An Early Indian Territory Painting
8. Barand, F.: [SCENE OF AN INDIAN CAMP ON MEDICINE BLUFF CREEK, NEAR FORT SILL, WITH TEPEES AND A LODGE IN THE NEAR DISTANCE; BASED ON A PHOTOGRAPH BY WILL SOULE]. [Fort Sill, Ok. ca. 1869 or later]. Oil on canvas, 22 x 28 inches. Signed lower right: "F. Barand." Original canvas and stretcher. The painting is in excellent condition. The original gilt American exhibition frame is unrestored, with some chipping and scratches.

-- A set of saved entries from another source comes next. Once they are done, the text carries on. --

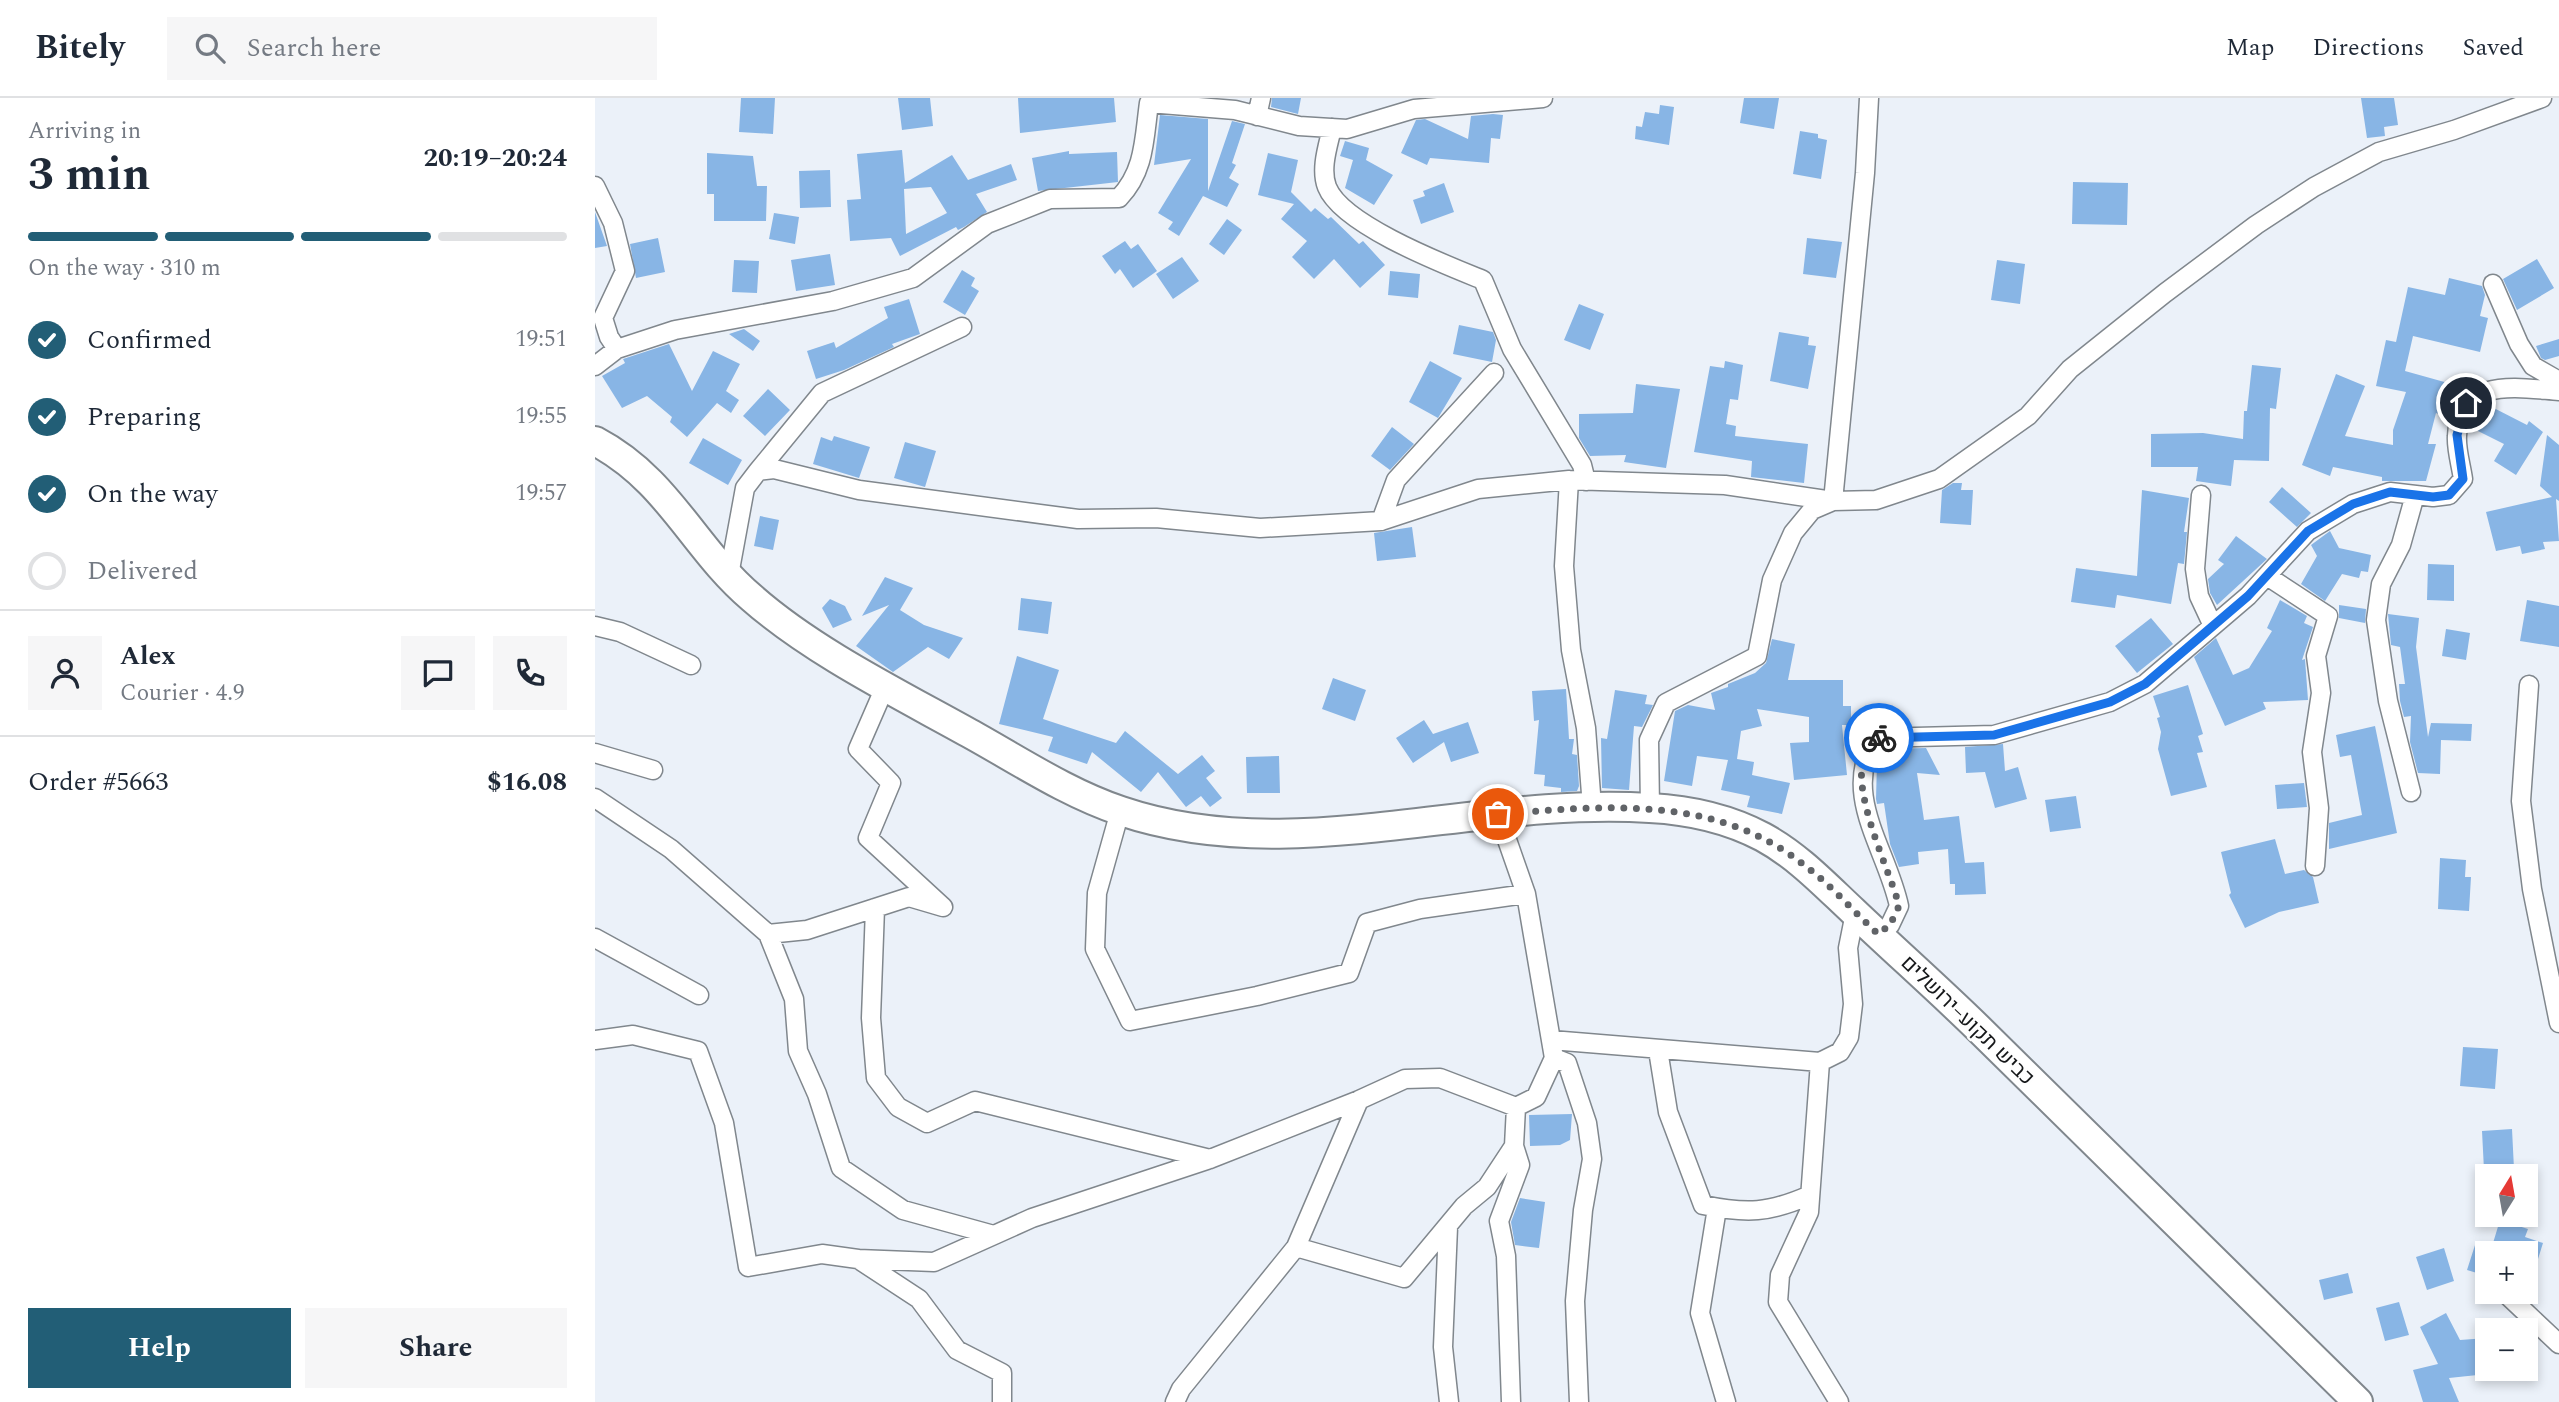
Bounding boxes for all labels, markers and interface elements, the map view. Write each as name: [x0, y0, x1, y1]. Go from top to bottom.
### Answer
search box: [167, 17, 657, 80]
text: Bitely: [35, 23, 125, 73]
text: Search here: [247, 28, 381, 68]
icon: search: [191, 29, 229, 67]
text: Map: [2226, 30, 2274, 66]
text: Directions: [2312, 30, 2424, 66]
text: Saved: [2462, 30, 2524, 66]
text: Arriving in: [28, 114, 141, 149]
text: 20:19–20:24: [423, 138, 567, 178]
text: 3 min: [28, 140, 150, 210]
text: On the way · 310 m: [28, 251, 221, 286]
text: Confirmed: [87, 320, 212, 360]
icon: check: [28, 321, 66, 359]
text: 19:51: [515, 322, 567, 357]
pin: [2436, 373, 2496, 433]
icon: home: [2447, 384, 2485, 422]
text: Preparing: [87, 397, 201, 437]
icon: check: [28, 398, 66, 436]
text: 19:55: [515, 399, 567, 434]
text: On the way: [87, 474, 218, 514]
icon: check: [28, 475, 66, 513]
text: 19:57: [515, 476, 567, 511]
text: Delivered: [87, 551, 198, 591]
button: person: [28, 636, 102, 710]
text: Alex: [120, 636, 175, 676]
button: chat: [401, 636, 475, 710]
button: phone: [493, 636, 567, 710]
text: Courier · 4.9: [120, 676, 245, 711]
courier: [1844, 703, 1914, 773]
icon: bike: [1860, 719, 1898, 757]
text: Order #5663: [28, 762, 168, 802]
text: $16.08: [487, 762, 567, 802]
pin: [1468, 784, 1528, 844]
icon: bag: [1479, 795, 1517, 833]
street label: כביש תקוע–ירושלים: [1893, 948, 2042, 1093]
north arrow: [2475, 1164, 2537, 1227]
map controls: [2475, 1164, 2538, 1381]
button: +: [2475, 1241, 2538, 1304]
button: Help: [28, 1308, 291, 1388]
button: Share: [305, 1308, 567, 1388]
button: −: [2475, 1318, 2538, 1381]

This handsome and wonderfully detailed painting is based on a photograph taken by frontier photographer Will Soule near Fort Sill, Oklahoma around 1869. Fort Sill, a crucial army post in the U.S. Army push to control the High Plains, was near present-day Lawton, Oklahoma in the southwest corner of Indian Territory. It shows five white men and a group of Indian women standing on the bluff above Medicine Bluff Creek. The stream curves behind the figures, who appear in the foreground. On the bluff behind them is a group of Indian lodges. Judging by the location of the original photograph and the appearance of the lodges, the Indians are almost certainly Kiowa. The men hold rifles, but do not appear to be in uniform; they may be a civilian hunting party or army officers in civilian dress.
Nothing is known of the artist, F. Barand, making it difficult to determine exactly when and where the painting was done. However, its exact duplication of the Soule photograph and the style of its frame and stretcher suggest it must have been made very near the time of Soule’s photograph in 1869. A most fascinating oil painting of the American West, and an early painting of Indian Territory, containing considerable ethnographic and topographic detail. $15,000.

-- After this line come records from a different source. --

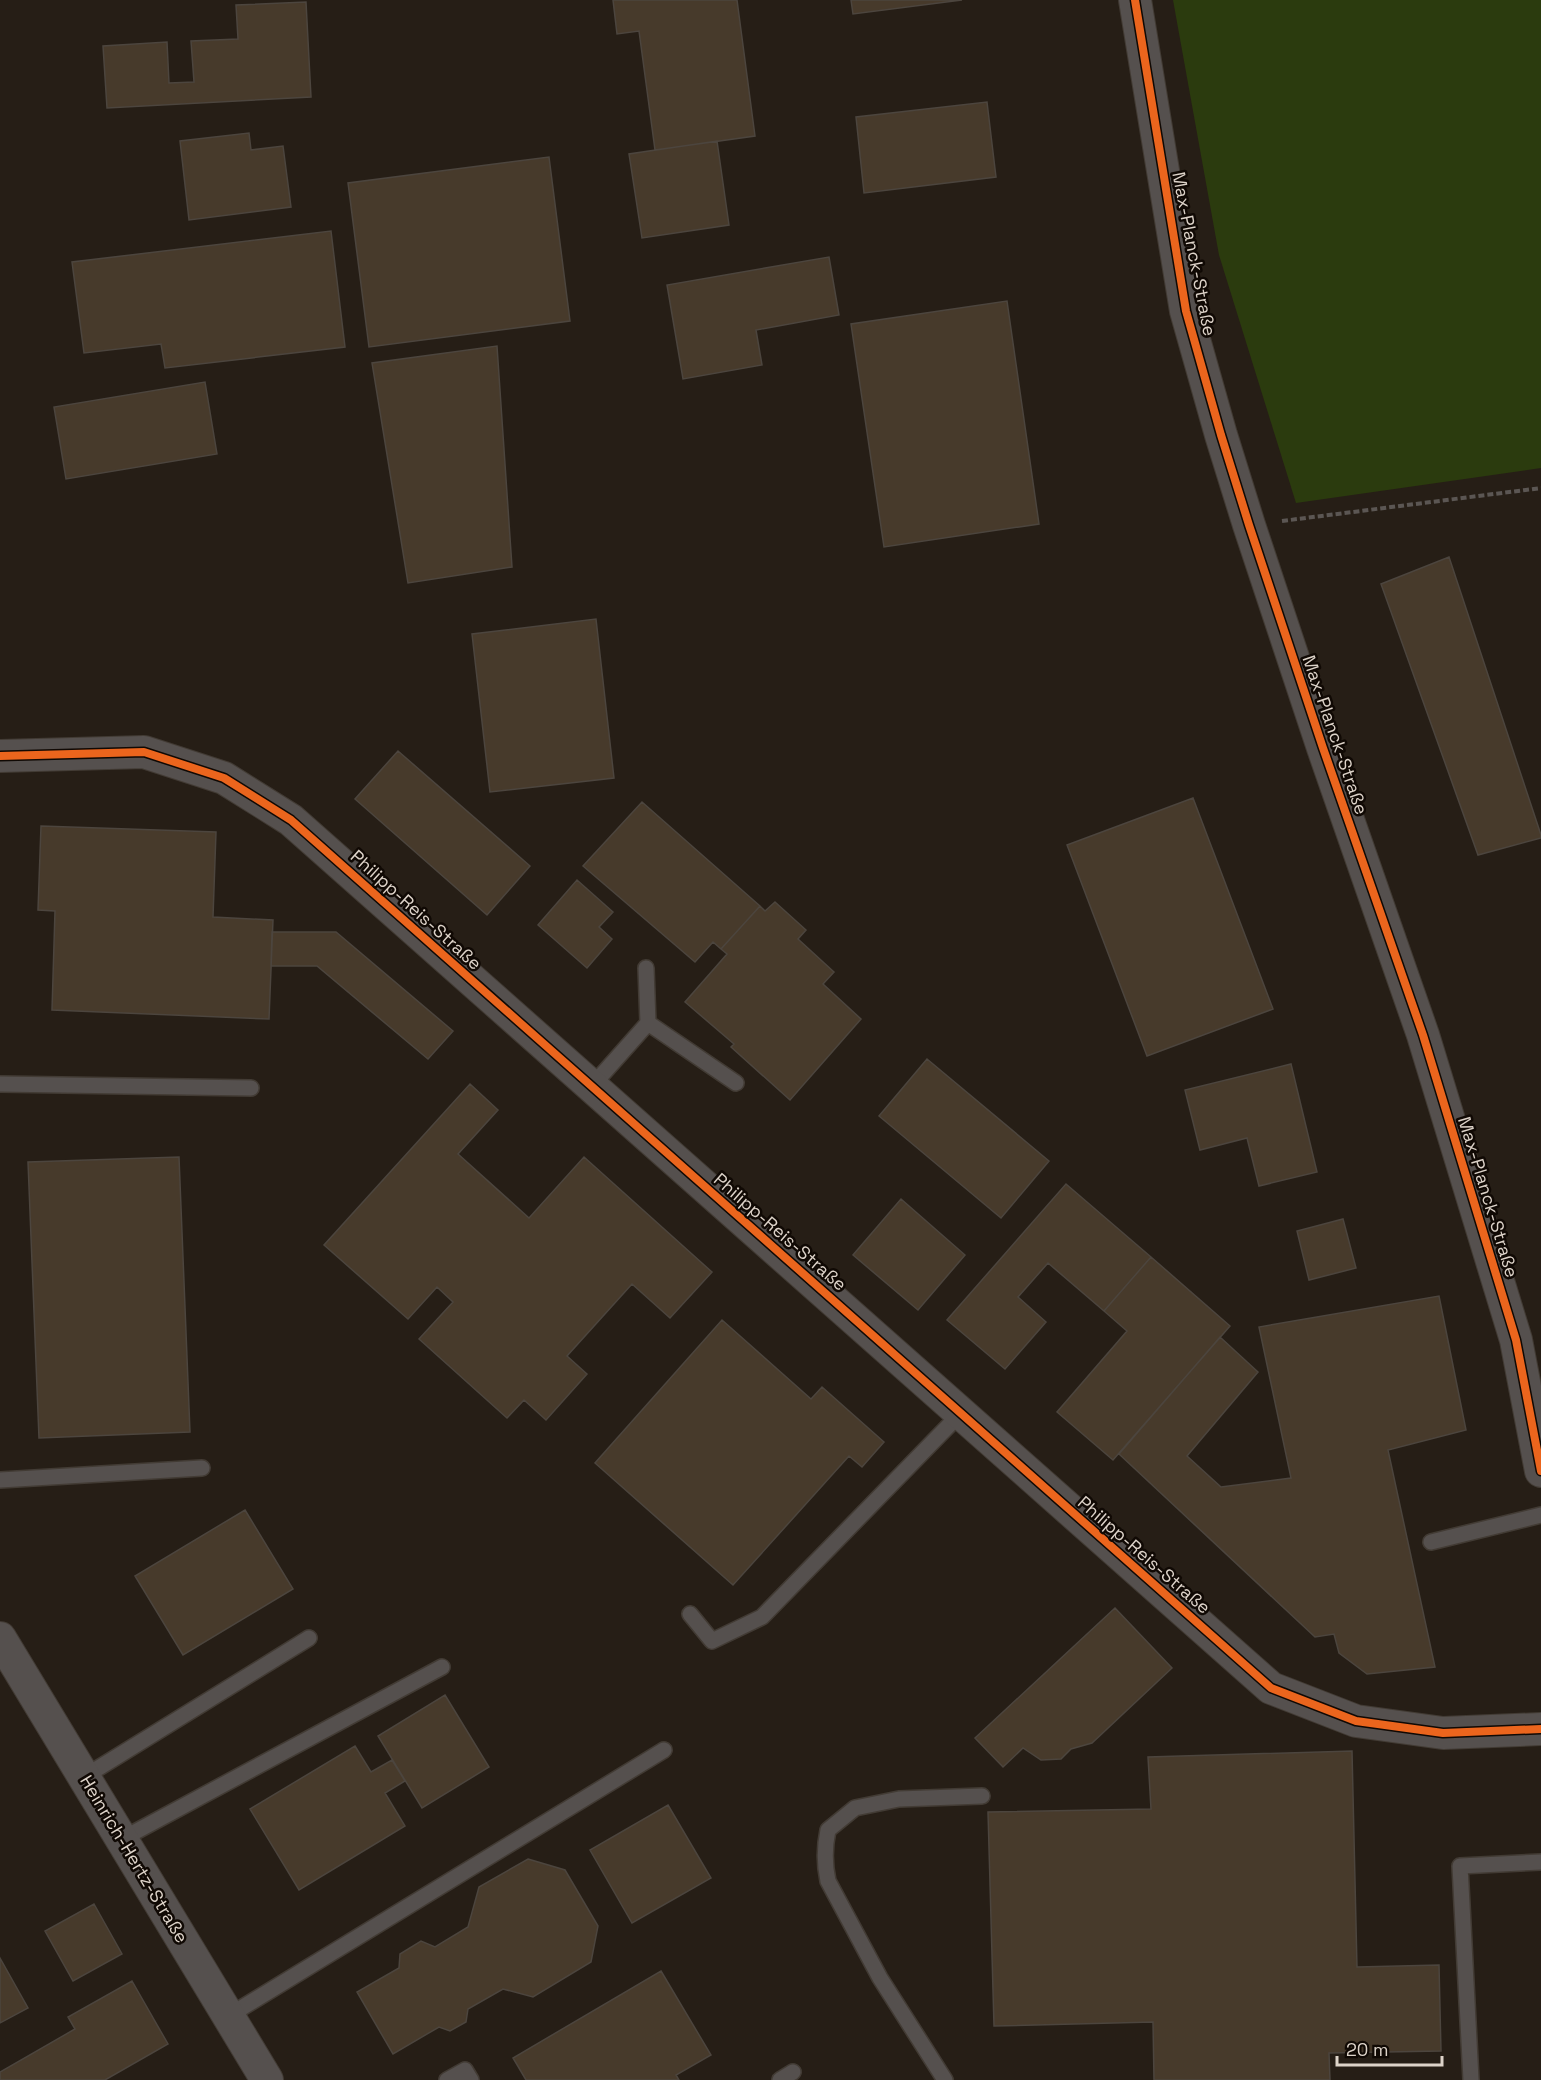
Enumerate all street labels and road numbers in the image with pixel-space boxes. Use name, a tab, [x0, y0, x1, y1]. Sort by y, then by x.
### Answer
street label: Max-Planck-Straße	[1167, 170, 1222, 338]
street label: Max-Planck-Straße	[1297, 652, 1374, 818]
street label: Philipp-Reis-Straße	[346, 845, 487, 975]
street label: Max-Planck-Straße	[1453, 1114, 1524, 1280]
street label: Philipp-Reis-Straße	[709, 1168, 852, 1296]
street label: Philipp-Reis-Straße	[1073, 1491, 1216, 1619]
street label: Heinrich-Hertz-Straße	[75, 1771, 194, 1947]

9. Barton, Benjamin Smith: NEW VIEWS OF THE ORIGIN OF THE TRIBES AND NATIONS OF AMERICA. Philadelphia: Printed, for the author, by John Bioren, 1797. xii,cix,[1],[2],83pp. Original light blue boards, drab paper backstrip. A little spotted, else very good.
A study of the languages of the Indians of North America, by a young professor of medicine, natural history, and botany at the University of Pennsylvania. The text consists of a long prefatory essay, followed by an analysis of fifty-four specific words, such as God, boy, tooth, cold, sun, water, etc. For each the corresponding word is given in a variety of dialects, such as Shawnee, Miami, Kickapoo, Mohawk, Oneida, etc., along with equivalents from languages in Mexico; a few examples are given as well from languages in Asia, which Barton believed to be related in some way. With an eloquent five-page dedication to Thomas Jefferson as vice-president, with whose attitudes towards the Indians the author had much sympathy: "I regret with you, Sir, the evanishment of so many of the tribes and nations of America. I regret, with you, the want of a zeal among our countrymen for collecting materials concerning the history of these people."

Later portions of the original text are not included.